What has been the best project or experience art wise in 2017? Definitely presenting my work at the Alberta Biennial of Contemporary Art, which opened in both the Art Gallery of Alberta, and the Walter Phillips Gallery in Banff. My piece SUBLIMATION / CONSTELLACHEMY was such a huge work for me, and I was so happy to be able to present it in that context. It was one of the first pieces you see when you come in, and I was happy to start the exhibition with a strong female voice, and representing POC.
You recently did an artist talk and storytelling workshop at Art Gallery of Alberta (AGA). Can you tell us a little about that talk and what were some of the highlights from it? It turned out to be a fantastic talk, and the crowd was full of such diversity. It was so great to have a supportive Filipino community come out to see my talk, and hear my story, but also was amazing to share stories with the audience who wanted to share their diasporic experiences and the folklore of their youth, and how in turn it has shaped their experience and their identities. A large portion of the crowd consisted of the Canadian Council for Refugees Youth Group of Edmonton, and I loved speaking to each one of the youth after the talk – they were so engaged and excited to tell me about themselves. It was really a gift.
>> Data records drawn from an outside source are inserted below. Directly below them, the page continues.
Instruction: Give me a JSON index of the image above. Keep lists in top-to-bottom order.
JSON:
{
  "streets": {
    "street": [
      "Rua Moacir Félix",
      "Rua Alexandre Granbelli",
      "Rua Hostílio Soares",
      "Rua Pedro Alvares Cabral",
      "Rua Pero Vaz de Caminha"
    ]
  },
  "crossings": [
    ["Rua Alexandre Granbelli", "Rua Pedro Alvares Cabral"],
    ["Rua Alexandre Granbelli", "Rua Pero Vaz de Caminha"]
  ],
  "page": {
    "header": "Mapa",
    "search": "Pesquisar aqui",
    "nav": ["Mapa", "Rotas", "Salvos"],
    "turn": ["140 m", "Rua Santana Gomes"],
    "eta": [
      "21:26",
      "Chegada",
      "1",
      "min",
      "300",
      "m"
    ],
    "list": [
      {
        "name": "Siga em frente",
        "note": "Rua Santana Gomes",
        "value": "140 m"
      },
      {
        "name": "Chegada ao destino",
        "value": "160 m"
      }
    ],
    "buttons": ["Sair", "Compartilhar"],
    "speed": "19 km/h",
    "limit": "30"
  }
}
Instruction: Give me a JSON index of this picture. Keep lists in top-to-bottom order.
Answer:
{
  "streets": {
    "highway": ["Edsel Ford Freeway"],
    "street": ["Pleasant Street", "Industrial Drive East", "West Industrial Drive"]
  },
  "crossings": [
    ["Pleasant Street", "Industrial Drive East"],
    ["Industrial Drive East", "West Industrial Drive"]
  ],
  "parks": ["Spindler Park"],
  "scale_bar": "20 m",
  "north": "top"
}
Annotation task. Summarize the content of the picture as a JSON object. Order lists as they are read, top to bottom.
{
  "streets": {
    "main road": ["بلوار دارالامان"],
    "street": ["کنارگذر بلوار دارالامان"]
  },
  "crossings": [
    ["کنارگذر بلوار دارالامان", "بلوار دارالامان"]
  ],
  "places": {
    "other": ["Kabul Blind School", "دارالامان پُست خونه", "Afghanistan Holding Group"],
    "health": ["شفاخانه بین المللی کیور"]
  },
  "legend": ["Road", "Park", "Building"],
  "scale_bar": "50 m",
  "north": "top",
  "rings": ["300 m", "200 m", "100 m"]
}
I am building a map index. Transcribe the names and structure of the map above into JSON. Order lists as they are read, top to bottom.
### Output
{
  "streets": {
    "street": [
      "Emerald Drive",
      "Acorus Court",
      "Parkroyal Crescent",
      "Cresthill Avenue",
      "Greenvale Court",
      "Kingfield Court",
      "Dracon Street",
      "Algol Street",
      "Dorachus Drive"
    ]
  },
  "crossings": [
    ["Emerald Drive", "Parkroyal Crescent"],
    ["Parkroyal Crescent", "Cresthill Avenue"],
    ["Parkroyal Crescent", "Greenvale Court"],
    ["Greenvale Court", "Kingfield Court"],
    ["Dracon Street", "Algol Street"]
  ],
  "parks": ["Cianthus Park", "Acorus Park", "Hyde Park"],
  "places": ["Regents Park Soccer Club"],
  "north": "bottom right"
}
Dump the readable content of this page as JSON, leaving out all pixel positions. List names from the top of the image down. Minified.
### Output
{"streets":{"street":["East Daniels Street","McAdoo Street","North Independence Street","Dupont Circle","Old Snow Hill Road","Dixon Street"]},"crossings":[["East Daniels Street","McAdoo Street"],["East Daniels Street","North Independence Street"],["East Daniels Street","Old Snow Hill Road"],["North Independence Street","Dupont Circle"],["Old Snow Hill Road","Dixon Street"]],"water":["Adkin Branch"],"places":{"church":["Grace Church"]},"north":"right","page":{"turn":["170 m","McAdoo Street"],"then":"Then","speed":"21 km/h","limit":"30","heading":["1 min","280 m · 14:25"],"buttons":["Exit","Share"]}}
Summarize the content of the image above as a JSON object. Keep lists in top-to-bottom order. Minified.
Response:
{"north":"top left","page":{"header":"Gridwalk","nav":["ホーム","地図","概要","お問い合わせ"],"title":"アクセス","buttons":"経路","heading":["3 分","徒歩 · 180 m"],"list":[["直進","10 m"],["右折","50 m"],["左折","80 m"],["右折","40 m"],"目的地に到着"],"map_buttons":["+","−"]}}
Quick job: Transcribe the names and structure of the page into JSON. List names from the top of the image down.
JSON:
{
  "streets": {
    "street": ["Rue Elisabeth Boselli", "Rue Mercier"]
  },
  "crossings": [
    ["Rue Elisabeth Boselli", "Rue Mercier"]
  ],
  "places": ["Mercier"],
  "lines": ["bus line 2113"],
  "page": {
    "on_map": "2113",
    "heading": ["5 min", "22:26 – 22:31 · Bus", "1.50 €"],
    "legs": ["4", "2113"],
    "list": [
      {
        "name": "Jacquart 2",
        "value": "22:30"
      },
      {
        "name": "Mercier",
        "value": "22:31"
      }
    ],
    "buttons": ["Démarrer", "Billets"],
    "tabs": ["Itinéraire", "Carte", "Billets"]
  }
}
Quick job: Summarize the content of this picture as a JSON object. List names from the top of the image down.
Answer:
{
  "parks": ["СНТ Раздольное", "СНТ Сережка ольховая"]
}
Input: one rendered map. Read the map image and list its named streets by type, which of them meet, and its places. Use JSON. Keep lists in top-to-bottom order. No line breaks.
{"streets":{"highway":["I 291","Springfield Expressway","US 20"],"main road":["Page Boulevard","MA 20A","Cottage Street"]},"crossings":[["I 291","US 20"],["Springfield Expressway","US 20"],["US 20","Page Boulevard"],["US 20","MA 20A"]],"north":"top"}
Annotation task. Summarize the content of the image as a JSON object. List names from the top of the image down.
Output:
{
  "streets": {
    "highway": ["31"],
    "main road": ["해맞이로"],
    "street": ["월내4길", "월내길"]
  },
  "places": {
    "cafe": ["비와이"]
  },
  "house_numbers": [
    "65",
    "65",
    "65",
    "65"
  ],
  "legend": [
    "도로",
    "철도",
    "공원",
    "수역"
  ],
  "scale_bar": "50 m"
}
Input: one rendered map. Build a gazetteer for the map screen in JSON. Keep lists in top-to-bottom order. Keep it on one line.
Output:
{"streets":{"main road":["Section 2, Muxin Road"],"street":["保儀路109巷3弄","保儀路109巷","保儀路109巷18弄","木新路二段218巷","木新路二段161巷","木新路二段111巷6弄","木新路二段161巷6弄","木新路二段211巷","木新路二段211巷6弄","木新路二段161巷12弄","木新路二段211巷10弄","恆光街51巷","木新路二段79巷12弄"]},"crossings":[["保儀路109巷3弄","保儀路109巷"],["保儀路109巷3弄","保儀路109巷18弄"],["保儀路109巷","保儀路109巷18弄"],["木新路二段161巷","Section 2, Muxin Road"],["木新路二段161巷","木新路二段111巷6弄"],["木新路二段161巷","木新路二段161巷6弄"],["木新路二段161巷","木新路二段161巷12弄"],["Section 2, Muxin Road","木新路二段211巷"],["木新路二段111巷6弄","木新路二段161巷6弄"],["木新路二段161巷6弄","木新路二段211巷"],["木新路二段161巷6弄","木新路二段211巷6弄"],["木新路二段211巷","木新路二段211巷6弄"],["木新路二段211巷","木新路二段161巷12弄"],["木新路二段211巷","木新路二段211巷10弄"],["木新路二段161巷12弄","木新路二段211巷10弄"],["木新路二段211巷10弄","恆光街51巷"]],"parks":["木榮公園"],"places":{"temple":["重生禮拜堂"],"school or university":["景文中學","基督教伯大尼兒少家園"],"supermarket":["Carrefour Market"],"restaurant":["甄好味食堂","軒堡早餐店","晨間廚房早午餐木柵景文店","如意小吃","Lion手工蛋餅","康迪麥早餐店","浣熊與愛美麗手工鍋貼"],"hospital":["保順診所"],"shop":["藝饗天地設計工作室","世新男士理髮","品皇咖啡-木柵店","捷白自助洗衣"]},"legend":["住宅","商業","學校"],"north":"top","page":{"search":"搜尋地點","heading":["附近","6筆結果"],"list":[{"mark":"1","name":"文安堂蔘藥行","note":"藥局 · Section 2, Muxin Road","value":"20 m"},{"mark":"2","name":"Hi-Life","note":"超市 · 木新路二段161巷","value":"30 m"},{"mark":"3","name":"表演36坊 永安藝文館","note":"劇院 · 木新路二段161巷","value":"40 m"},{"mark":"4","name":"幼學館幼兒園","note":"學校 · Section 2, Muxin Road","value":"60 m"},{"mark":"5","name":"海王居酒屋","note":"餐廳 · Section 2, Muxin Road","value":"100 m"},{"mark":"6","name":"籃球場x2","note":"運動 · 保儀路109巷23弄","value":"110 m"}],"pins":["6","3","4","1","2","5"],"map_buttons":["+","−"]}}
What’s been your biggest challenge as an artist and how have you overcome those obstacles?  What have you learned over the years? I think the biggest challenge at first has been to manage and balance your time. Keeping regular studio hours, while maintaining other life commitments, can sometimes be difficult, especially because the onus is on you to be the enforcer of your own dedication. Sometimes you want to just be lazy! And I definitely give in to those days. But I think over time, you figure out a balance, and when to turn it off, and when to get the ball rolling, and to keep the momentum. I suppose it really is dictated by the fact that I can’t really imagine myself dedicating my hours to any other way of life, so that does drive me.
What advice would you give folks out there who want to pursue art as a career? It’s going to be feast or famine sometimes, but that’s the curl of the burl. Just do what feels right for you, and do what you want to do.
Okay, when you’re not doing awesome works and shows or giving talks, how do you unwind or spend your free time? I don’t know if this qualifies as unwinding, but I’ve started tattooing and it’s what I do when I am not painting or drawing! But outside of the studio, I stay active by going for runs and hikes, and I also box. But I also love croissants, so I dedicate my time to eating the best croissants I can find. .
What would be your ideal collaboration? I would love to work with some of my favourite musicians to create a moving image piece, animation or projection!
What’s a question you never get asked–what would that be and how would you answer it. Q: What’s a thing you love that others don’t really love? A: Going to the dentist, flossing my teeth.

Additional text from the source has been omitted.